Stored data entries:
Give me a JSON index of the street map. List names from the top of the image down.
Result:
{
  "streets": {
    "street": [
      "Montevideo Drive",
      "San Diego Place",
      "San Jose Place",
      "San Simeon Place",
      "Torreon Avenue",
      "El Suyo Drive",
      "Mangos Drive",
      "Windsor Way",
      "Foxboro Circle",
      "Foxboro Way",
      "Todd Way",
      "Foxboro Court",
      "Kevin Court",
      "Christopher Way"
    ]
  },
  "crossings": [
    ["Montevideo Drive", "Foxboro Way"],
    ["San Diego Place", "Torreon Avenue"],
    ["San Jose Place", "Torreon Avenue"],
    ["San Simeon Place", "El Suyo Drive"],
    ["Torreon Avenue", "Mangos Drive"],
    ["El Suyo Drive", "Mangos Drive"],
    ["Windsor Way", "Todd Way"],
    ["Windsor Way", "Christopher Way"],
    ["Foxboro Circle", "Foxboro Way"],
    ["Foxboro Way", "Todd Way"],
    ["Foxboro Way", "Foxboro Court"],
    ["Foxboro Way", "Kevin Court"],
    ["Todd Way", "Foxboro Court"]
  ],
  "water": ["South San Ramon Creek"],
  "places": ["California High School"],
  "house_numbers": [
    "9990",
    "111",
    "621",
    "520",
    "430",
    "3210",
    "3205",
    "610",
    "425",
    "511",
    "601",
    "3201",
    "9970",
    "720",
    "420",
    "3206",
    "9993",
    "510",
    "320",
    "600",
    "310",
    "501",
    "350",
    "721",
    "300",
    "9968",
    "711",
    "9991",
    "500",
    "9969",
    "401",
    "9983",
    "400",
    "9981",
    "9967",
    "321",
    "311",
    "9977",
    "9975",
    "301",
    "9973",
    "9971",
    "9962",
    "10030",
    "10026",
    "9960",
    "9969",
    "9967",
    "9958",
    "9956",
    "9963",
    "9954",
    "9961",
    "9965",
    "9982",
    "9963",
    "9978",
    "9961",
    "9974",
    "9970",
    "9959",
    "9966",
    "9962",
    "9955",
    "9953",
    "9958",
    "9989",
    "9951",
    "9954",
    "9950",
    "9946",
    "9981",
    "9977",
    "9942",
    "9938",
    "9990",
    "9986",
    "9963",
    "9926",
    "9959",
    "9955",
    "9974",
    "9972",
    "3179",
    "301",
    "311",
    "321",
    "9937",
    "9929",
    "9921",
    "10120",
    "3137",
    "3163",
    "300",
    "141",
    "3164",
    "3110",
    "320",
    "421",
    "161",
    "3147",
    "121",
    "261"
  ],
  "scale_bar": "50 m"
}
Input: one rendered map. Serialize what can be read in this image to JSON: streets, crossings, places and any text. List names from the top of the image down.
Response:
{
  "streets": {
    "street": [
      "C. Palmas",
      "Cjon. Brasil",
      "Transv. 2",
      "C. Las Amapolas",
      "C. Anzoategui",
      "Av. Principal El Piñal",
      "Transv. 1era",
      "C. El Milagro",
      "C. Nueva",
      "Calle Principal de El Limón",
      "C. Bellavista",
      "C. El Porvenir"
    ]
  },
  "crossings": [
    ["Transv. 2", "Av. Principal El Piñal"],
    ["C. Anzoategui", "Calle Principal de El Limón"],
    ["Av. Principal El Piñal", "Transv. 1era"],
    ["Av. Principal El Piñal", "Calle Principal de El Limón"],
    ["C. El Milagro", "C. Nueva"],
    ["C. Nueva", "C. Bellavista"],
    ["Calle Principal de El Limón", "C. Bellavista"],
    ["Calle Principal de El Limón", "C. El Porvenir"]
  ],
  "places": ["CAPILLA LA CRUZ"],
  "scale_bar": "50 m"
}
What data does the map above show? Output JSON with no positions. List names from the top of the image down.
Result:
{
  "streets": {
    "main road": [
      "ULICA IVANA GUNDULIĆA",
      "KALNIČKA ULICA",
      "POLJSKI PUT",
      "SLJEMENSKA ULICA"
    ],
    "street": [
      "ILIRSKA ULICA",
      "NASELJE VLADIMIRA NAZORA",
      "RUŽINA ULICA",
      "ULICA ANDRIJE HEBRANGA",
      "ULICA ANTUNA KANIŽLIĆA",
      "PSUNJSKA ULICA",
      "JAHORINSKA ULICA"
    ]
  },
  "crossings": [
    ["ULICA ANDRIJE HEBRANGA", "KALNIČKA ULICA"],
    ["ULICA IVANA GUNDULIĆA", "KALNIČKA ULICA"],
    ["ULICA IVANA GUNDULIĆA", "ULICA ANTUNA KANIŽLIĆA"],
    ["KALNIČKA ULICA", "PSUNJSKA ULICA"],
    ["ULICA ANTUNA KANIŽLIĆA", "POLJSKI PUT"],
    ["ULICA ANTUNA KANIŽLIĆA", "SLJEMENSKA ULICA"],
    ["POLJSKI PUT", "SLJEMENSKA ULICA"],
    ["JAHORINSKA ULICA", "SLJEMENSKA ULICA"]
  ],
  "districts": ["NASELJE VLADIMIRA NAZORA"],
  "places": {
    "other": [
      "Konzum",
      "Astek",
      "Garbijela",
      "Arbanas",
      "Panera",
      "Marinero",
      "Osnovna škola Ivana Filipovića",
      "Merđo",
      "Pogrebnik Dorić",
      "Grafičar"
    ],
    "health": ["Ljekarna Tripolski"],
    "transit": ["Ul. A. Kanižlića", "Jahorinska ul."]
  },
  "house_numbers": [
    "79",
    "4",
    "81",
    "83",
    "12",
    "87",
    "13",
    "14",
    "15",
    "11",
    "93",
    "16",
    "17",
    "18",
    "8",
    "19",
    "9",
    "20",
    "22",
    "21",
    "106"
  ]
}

YOUR INSTRUCTIONS:
For each line in the entries that contains the string "Transv", make a copy.

WRITTEN REPLY:
      "Transv. 2",
      "Transv. 1era",
    ["Transv. 2", "Av. Principal El Piñal"],
    ["Av. Principal El Piñal", "Transv. 1era"],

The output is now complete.